From: Christophe Leroy <christophe.leroy@csgroup.eu>
To: Kefeng Wang <wangkefeng.wang@huawei.com>,
Dave Hansen <dave.hansen@intel.com>,
Jonathan Corbet <corbet@lwn.net>,
Andrew Morton <akpm@linux-foundation.org>,
"linuxppc-dev@lists.ozlabs.org" <linuxppc-dev@lists.ozlabs.org>,
"linux-doc@vger.kernel.org" <linux-doc@vger.kernel.org>,
"linux-kernel@vger.kernel.org" <linux-kernel@vger.kernel.org>,
"linux-mm@kvack.org" <linux-mm@kvack.org>,
"x86@kernel.org" <x86@kernel.org>,
"linux-arm-kernel@lists.infradead.org"
<linux-arm-kernel@lists.infradead.org>
Cc: Nicholas Piggin <npiggin@gmail.com>,
Catalin Marinas <catalin.marinas@arm.com>,
Will Deacon <will@kernel.org>,
Thomas Gleixner <tglx@linutronix.de>,
Ingo Molnar <mingo@redhat.com>, Borislav Petkov <bp@alien8.de>,
Dave Hansen <dave.hansen@linux.intel.com>,
"H. Peter Anvin" <hpa@zytor.com>,
Michael Ellerman <mpe@ellerman.id.au>,
Benjamin Herrenschmidt <benh@kernel.crashing.org>,
Paul Mackerras <paulus@samba.org>,
Matthew Wilcox <willy@infradead.org>
Subject: Re: [PATCH v2 3/3] x86: Support huge vmalloc mappings
Date: Sat, 15 Jan 2022 10:11:18 +0000 [thread overview]
Message-ID: <21d6fc65-d9d1-66bb-9bea-a4bad78c7aac@csgroup.eu> (raw)
In-Reply-To: <3858de1f-cdbc-ff52-2890-4254d0f48b0a@huawei.com>
Le 28/12/2021 à 11:26, Kefeng Wang a écrit :
>
> On 2021/12/27 23:56, Dave Hansen wrote:
>> On 12/27/21 6:59 AM, Kefeng Wang wrote:
>>> This patch select HAVE_ARCH_HUGE_VMALLOC to let X86_64 and X86_PAE
>>> support huge vmalloc mappings.
>> In general, this seems interesting and the diff is simple.

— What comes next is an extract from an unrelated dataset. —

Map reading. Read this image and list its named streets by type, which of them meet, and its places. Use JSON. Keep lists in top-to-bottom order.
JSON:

But, I don't
>> see _any_ x86-specific data. I think the bare minimum here would be a
>> few kernel compiles and some 'perf stat' data for some TLB events.
>
> When the feature supported on ppc,
>
> commit 8abddd968a303db75e4debe77a3df484164f1f33
> Author: Nicholas Piggin <npiggin@gmail.com>
> Date: Mon May 3 19:17:55 2021 +1000
>
> powerpc/64s/radix: Enable huge vmalloc mappings
>
> This reduces TLB misses by nearly 30x on a `git diff` workload on a
> 2-node POWER9 (59,800 -> 2,100) and reduces CPU cycles by 0.54%, due
> to vfs hashes being allocated with 2MB pages.
>
> But the data could be different on different machine/arch.
>
>>> diff --git a/arch/x86/kernel/module.c b/arch/x86/kernel/module.c
>>> index 95fa745e310a..6bf5cb7d876a 100644
>>> --- a/arch/x86/kernel/module.c
>>> +++ b/arch/x86/kernel/module.c
>>> @@ -75,8 +75,8 @@ void *module_alloc(unsigned long size)

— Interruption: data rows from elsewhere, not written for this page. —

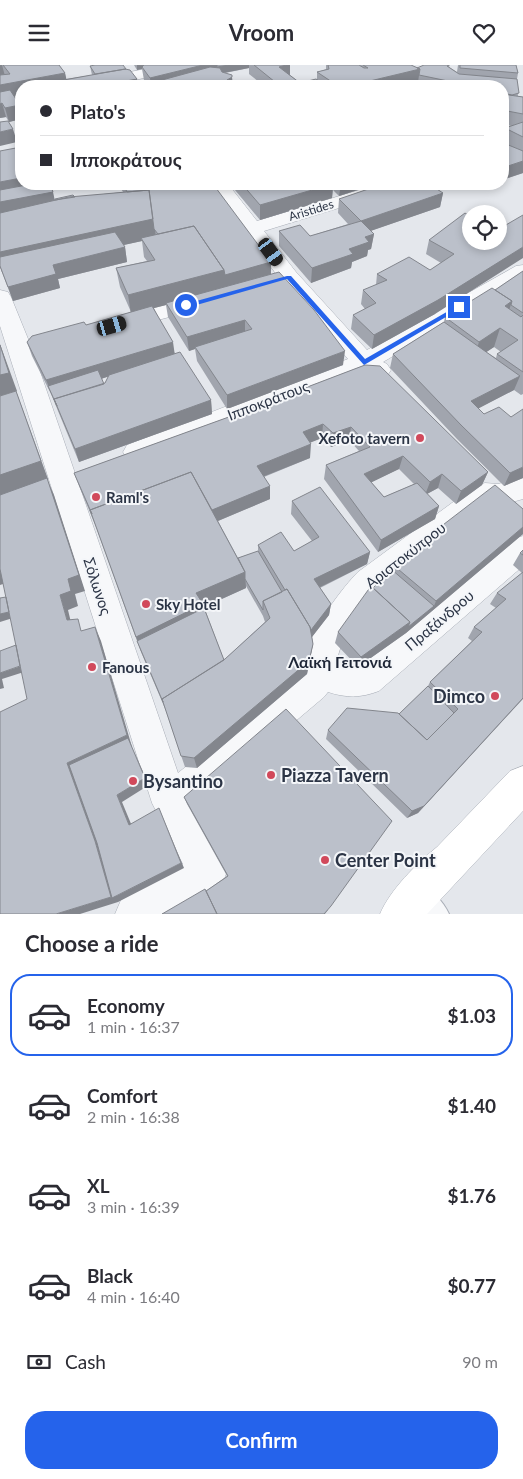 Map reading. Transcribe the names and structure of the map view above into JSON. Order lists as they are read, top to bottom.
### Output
{
  "streets": {
    "street": [
      "Aristides",
      "Ιπποκράτους",
      "Αριστοκύπρου",
      "Σόλωνος",
      "Πραξάνδρου"
    ]
  },
  "crossings": [
    ["Αριστοκύπρου", "Πραξάνδρου"]
  ],
  "districts": ["Λαϊκή Γειτονιά"],
  "places": [
    "Xefoto tavern",
    "Raml's",
    "Sky Hotel",
    "Fanous",
    "Dimco",
    "Piazza Tavern",
    "Bysantino",
    "Center Point"
  ],
  "page": {
    "header": "Vroom",
    "banner": ["Plato's", "Ιπποκράτους"],
    "heading": "Choose a ride",
    "list": [
      {
        "name": "Economy",
        "note": "1 min · 16:37",
        "value": "$1.03"
      },
      {
        "name": "Comfort",
        "note": "2 min · 16:38",
        "value": "$1.40"
      },
      {
        "name": "XL",
        "note": "3 min · 16:39",
        "value": "$1.76"
      },
      {
        "name": "Black",
        "note": "4 min · 16:40",
        "value": "$0.77"
      }
    ],
    "pay": ["Cash", "90 m"],
    "buttons": "Confirm"
  }
} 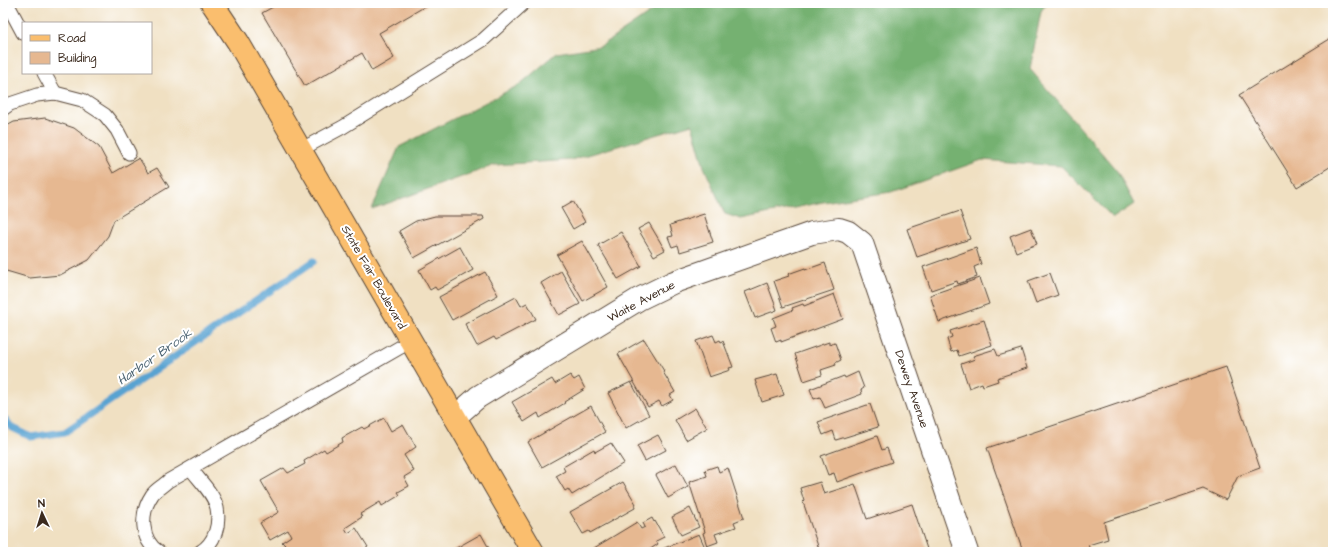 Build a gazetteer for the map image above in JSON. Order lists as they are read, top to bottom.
{
  "streets": {
    "main road": ["State Fair Boulevard"],
    "street": ["Waite Avenue", "Dewey Avenue"]
  },
  "crossings": [
    ["State Fair Boulevard", "Waite Avenue"],
    ["Waite Avenue", "Dewey Avenue"]
  ],
  "water": ["Harbor Brook"],
  "legend": ["Road", "Building"],
  "north": "top"
}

>>> p = __vmalloc_node_range(size, MODULE_ALIGN,
>>> MODULES_VADDR + get_module_load_offset(),
>>> - MODULES_END, gfp_mask,
>>> - PAGE_KERNEL, VM_DEFER_KMEMLEAK, NUMA_NO_NODE,
>>> + MODULES_END, gfp_mask, PAGE_KERNEL,
>>> + VM_DEFER_KMEMLEAK | VM_NO_HUGE_VMAP, NUMA_NO_NODE,
>>> __builtin_return_address(0));
>>> if (p && (kasan_module_alloc(p, size, gfp_mask) < 0)) {
>>> vfree(p);
>> To figure out what's going on in this hunk, I had to look at the cover
>> letter (which I wasn't cc'd on). That's not great and it means that
>> somebody who stumbles upon this in the code is going to have a really
>> hard time figuring out what is going on. Cover letters don't make it
>> into git history.
> Sorry for that, will add more into arch's patch changelog.

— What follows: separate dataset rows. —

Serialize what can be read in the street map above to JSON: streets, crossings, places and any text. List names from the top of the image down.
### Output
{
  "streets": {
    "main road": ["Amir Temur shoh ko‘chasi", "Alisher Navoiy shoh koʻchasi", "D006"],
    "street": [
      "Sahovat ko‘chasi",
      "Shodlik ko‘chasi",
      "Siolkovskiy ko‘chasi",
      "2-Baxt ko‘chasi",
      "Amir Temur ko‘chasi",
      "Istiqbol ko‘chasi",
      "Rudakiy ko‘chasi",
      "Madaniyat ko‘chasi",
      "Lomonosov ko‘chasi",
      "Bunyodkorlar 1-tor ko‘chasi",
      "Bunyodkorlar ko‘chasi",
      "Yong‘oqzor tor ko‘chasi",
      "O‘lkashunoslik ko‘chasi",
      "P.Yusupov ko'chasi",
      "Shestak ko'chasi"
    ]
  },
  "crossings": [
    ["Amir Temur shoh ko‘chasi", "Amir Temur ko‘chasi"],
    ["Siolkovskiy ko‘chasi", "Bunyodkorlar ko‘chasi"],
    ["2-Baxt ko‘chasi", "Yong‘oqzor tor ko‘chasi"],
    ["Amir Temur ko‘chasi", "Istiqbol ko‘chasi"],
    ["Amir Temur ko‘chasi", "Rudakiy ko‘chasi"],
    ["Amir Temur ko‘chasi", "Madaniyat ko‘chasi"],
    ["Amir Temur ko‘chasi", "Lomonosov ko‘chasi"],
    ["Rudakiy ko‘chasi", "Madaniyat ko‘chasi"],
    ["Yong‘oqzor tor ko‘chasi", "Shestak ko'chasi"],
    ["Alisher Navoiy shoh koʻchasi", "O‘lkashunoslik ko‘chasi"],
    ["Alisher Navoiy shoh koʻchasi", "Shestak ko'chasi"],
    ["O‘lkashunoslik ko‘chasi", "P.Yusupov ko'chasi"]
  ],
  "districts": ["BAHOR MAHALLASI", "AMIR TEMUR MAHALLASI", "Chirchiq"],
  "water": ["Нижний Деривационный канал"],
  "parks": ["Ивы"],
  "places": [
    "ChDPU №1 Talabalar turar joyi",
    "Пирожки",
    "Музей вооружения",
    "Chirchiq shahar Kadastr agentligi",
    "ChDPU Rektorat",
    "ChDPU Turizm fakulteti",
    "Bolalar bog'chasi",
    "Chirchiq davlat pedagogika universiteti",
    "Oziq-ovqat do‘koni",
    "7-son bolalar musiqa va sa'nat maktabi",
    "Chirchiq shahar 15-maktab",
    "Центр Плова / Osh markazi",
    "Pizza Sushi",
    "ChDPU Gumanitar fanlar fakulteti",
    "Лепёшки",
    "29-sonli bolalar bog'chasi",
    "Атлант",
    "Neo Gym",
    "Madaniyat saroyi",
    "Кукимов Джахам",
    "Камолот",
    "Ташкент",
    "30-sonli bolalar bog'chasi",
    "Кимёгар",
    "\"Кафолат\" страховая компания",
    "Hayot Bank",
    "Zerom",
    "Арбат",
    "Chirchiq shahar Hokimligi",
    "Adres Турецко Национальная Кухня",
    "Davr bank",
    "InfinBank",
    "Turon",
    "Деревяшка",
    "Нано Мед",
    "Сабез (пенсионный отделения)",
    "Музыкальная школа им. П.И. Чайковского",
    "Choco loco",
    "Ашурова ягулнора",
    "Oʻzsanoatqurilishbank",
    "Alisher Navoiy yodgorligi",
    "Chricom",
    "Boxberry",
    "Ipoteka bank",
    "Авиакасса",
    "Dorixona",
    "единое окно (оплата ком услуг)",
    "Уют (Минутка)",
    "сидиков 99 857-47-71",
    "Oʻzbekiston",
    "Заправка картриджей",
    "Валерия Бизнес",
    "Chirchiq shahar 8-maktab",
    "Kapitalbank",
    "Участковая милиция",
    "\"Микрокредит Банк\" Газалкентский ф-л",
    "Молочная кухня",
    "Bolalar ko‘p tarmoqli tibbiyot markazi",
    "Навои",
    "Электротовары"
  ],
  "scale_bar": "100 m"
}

>> This desperately needs a comment and some changelog material in *this*
>> patch.
>>
>> But, even the description from the cover letter is sparse:
>>
>>> There are some disadvantages about this feature[2], one of the main
>>> concerns is the possible memory fragmentation/waste in some scenarios,
>>> also archs must ensure that any arch specific vmalloc allocations that
>>> require PAGE_SIZE mappings(eg, module alloc with STRICT_MODULE_RWX)
>>> use the VM_NO_HUGE_VMAP flag to inhibit larger mappings.
>> That just says that x86 *needs* PAGE_SIZE allocations. But, what
>> happens if VM_NO_HUGE_VMAP is not passed (like it was in v1)? Will the
>> subsequent permission changes just fragment the 2M mapping?
>> .
>
> Yes, without VM_NO_HUGE_VMAP, it could fragment the 2M mapping.
>
> When module alloc with STRICT_MODULE_RWX on x86, it calls
> __change_page_attr()
>
> from set_memory_ro/rw/nx which will split large page, so there is no
> need to make
>
> module alloc with HUGE_VMALLOC.
>
Maybe there is no need to perform the module alloc with HUGE_VMALLOC,
but it least it would still work if you do so.
Powerpc did add VM_NO_HUGE_VMAP temporarily and for some reason which is
explained in a comment.
If x86 already has the necessary logic to handle it, why add
VM_NO_HUGE_VMAP ?
Christophe
WARNING: multiple messages have this Message-ID (diff)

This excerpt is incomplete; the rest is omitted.